Spectrum rationing through different price plans will eventually rear its head again.  As we've said before, most tablet users we've seen are taking, uploading and emailing photos, downloading and viewing videos of television, sports and movies, and doing routine web based queries for restaurants and amusements, along with reading email, online publications.  None of this seems to be productivity-related work for an employer's enterprise, the area where Microsoft dominates with its Office franchise.

Microsoft continues to plug away at its phone franchise through Nokia. It's financial impact on the company is and will be de minimus in the near term. Their efforts with Surface and Windows 8.1 has a similar aim to Apple, though.  That is, a Windows 8 user should have a similar user interface experience from desktop, to mobile, to laptop/tablet.  Microsoft is trying hard to converge the laptop and tablet into one. Its price points are probably still off, and Microsoft's relationships with developer communities in mobile are evolving very slowly.

Google, meanwhile, is showing that it can create relatively lower priced products in smartphone and tablets, with the Nexus lines.  These, in our opinion, are controlled experiments rather than an effort to seize significant market share.  Android is too fragmented and fractured an operating system to migrate across the traditional computing platforms. However, Google may be looking at essentially leapfrogging the shorter term moves of Apple and Microsoft.  I can't recall the name of the presenter who said that Android is a perfect system for computing without a traditional user interface; he showed the example of a mirror at home.  The user, using hand gestures, could access broadcasts or find information on something as mundane and ubiquitous as a mirror, so no dedicated, battery draining display.

Apple does have some choices to make to ensure its future growth, remembering that it is an extraordinarily profitable company with an 8% effective tax rate or so. Microsoft has made some decisions for now, but its fate is far from clear, given its institutional and leadership uncertainties.

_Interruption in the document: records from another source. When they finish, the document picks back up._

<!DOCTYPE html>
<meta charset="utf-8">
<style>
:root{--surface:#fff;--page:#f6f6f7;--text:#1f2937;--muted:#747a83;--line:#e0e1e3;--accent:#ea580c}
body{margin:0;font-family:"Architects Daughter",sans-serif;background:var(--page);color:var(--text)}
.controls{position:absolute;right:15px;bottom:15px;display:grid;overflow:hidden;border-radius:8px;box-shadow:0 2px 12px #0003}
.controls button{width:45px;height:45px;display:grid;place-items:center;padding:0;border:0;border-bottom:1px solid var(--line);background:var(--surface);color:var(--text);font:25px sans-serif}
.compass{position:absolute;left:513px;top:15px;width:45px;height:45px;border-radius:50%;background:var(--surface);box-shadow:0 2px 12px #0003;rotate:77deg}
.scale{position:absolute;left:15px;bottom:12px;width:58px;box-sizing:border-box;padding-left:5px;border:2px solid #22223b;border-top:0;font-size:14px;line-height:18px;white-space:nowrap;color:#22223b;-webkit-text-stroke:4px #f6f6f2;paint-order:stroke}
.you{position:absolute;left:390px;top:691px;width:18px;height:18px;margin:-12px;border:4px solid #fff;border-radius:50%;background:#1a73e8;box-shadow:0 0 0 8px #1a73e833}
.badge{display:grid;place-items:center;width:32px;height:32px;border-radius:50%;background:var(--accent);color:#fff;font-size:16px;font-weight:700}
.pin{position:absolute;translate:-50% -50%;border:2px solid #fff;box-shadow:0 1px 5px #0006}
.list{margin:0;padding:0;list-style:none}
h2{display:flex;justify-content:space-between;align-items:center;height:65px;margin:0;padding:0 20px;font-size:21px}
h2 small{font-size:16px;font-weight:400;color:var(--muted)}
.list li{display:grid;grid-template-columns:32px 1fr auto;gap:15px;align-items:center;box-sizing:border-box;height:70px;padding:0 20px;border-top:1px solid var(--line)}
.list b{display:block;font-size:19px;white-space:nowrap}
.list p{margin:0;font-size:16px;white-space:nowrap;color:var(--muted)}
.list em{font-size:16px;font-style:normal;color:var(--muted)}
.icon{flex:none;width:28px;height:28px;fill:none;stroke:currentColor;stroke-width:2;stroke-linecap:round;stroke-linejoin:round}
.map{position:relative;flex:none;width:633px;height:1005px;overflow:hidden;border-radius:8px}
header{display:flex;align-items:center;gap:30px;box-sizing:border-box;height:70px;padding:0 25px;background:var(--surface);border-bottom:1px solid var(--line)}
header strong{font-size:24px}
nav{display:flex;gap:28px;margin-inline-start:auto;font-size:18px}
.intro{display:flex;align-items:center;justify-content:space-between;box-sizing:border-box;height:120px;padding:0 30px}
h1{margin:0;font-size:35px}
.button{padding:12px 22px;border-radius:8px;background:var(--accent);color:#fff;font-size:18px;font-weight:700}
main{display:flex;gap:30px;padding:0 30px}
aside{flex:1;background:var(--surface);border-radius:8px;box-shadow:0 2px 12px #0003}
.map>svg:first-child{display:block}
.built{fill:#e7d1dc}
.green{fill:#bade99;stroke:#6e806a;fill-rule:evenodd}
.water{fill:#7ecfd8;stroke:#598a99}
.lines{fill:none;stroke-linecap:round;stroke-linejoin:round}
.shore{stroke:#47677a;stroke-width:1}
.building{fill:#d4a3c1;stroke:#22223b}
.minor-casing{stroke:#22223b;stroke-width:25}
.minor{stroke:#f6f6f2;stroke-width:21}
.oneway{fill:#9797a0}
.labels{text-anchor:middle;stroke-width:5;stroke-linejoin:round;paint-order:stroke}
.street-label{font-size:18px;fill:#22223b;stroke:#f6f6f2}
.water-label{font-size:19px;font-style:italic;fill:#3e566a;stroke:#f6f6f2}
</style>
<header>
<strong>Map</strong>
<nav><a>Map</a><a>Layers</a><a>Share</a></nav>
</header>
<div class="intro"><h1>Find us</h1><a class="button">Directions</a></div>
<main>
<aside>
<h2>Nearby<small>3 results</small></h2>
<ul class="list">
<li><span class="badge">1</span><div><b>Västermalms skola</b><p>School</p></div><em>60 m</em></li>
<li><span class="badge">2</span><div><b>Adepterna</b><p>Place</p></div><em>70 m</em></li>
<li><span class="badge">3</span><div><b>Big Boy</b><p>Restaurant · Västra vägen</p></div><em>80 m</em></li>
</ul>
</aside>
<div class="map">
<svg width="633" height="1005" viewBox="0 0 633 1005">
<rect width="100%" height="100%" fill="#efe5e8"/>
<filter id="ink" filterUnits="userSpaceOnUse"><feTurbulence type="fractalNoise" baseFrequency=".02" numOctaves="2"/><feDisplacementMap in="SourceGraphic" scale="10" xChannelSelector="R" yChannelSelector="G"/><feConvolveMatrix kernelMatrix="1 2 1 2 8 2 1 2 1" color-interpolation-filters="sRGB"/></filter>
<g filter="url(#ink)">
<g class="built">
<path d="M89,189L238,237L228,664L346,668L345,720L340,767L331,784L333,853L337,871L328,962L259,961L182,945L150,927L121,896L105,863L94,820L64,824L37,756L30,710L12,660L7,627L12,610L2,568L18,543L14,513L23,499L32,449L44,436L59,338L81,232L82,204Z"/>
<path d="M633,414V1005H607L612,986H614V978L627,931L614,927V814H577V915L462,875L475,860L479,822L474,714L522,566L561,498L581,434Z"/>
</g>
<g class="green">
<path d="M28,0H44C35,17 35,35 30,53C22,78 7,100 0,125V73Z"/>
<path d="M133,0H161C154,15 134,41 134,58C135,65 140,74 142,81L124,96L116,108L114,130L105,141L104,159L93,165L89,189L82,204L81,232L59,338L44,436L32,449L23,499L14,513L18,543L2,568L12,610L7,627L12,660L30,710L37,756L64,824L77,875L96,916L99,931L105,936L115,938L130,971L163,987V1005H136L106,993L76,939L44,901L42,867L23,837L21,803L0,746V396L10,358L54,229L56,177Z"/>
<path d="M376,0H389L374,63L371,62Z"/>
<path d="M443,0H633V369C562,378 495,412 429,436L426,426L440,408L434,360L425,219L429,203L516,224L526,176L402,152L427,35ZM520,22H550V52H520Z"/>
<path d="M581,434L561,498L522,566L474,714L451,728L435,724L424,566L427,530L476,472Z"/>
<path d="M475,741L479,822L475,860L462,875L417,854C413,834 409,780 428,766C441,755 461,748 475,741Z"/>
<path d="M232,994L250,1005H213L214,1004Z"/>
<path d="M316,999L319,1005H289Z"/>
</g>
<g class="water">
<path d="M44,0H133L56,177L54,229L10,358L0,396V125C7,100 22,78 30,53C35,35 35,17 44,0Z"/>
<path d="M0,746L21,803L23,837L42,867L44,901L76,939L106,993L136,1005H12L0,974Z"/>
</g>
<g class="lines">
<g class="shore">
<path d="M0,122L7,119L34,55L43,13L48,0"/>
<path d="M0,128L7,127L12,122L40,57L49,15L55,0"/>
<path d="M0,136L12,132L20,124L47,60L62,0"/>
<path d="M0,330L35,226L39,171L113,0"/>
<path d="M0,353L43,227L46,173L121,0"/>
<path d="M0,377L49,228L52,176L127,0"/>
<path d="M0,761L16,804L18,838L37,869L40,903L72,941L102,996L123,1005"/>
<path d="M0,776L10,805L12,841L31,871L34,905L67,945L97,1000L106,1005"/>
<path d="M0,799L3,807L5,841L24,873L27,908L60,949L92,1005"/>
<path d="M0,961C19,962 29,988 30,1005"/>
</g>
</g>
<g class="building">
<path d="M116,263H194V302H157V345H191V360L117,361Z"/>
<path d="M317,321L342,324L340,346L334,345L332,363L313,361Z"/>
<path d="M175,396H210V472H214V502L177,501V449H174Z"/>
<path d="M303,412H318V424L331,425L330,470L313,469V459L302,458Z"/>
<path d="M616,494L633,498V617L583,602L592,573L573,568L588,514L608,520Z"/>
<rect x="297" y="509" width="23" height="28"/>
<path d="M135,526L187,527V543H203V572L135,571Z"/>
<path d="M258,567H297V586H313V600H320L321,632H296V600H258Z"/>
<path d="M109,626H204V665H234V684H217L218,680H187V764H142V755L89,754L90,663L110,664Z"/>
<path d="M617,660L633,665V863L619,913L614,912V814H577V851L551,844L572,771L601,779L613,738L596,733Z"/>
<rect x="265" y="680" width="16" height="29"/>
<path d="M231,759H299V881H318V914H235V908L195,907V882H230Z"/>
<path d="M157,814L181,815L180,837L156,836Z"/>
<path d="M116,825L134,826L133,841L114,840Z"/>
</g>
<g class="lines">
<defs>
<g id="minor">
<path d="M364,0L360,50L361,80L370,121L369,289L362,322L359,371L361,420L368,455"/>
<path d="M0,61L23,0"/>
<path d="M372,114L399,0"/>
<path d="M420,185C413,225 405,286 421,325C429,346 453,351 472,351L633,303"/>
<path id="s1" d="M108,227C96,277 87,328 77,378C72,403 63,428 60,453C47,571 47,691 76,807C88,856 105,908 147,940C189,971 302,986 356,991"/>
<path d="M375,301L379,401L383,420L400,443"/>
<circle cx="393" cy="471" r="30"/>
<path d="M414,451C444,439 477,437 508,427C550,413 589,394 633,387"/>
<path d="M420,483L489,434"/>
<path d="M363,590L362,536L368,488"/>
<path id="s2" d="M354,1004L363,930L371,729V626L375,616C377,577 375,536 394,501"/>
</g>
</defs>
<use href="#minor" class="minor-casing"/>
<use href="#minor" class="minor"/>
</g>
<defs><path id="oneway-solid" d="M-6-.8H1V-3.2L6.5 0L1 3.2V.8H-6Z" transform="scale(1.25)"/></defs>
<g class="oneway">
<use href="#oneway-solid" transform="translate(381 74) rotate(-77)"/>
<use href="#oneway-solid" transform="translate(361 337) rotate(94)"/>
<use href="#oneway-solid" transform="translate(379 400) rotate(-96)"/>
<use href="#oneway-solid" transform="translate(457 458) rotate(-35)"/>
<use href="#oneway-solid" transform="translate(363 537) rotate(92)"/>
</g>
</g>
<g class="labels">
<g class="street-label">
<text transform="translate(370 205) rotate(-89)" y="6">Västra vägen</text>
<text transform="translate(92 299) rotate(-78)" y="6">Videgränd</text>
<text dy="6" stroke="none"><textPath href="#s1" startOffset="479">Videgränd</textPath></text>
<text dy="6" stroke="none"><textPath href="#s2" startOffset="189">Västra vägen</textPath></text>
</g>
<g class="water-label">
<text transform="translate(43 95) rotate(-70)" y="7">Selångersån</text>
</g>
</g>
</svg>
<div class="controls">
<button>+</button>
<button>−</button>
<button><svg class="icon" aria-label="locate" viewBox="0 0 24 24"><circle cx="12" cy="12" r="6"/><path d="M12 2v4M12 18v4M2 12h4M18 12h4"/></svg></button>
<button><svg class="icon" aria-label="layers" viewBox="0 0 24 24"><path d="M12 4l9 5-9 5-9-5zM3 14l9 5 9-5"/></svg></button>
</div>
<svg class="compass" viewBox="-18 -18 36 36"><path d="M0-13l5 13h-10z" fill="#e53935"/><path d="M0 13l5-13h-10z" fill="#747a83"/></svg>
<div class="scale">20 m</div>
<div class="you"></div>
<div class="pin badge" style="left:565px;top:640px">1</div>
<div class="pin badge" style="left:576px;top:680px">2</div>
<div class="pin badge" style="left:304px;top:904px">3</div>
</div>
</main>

Consumers, on the other hand, will wake up one day and realize that they have too many devices and are paying too much, even with hidden subsidies, for news and entertainment.  For U.S. companies, the worldwide middle class in developing countries will be effectively closed off to them because of their relentless focus on protecting their developed market franchises.

Technology companies have always been ephemeral, as Mr. Manjoo observes, and it remains to be seen which ones can successfully navigate the consumer technology future.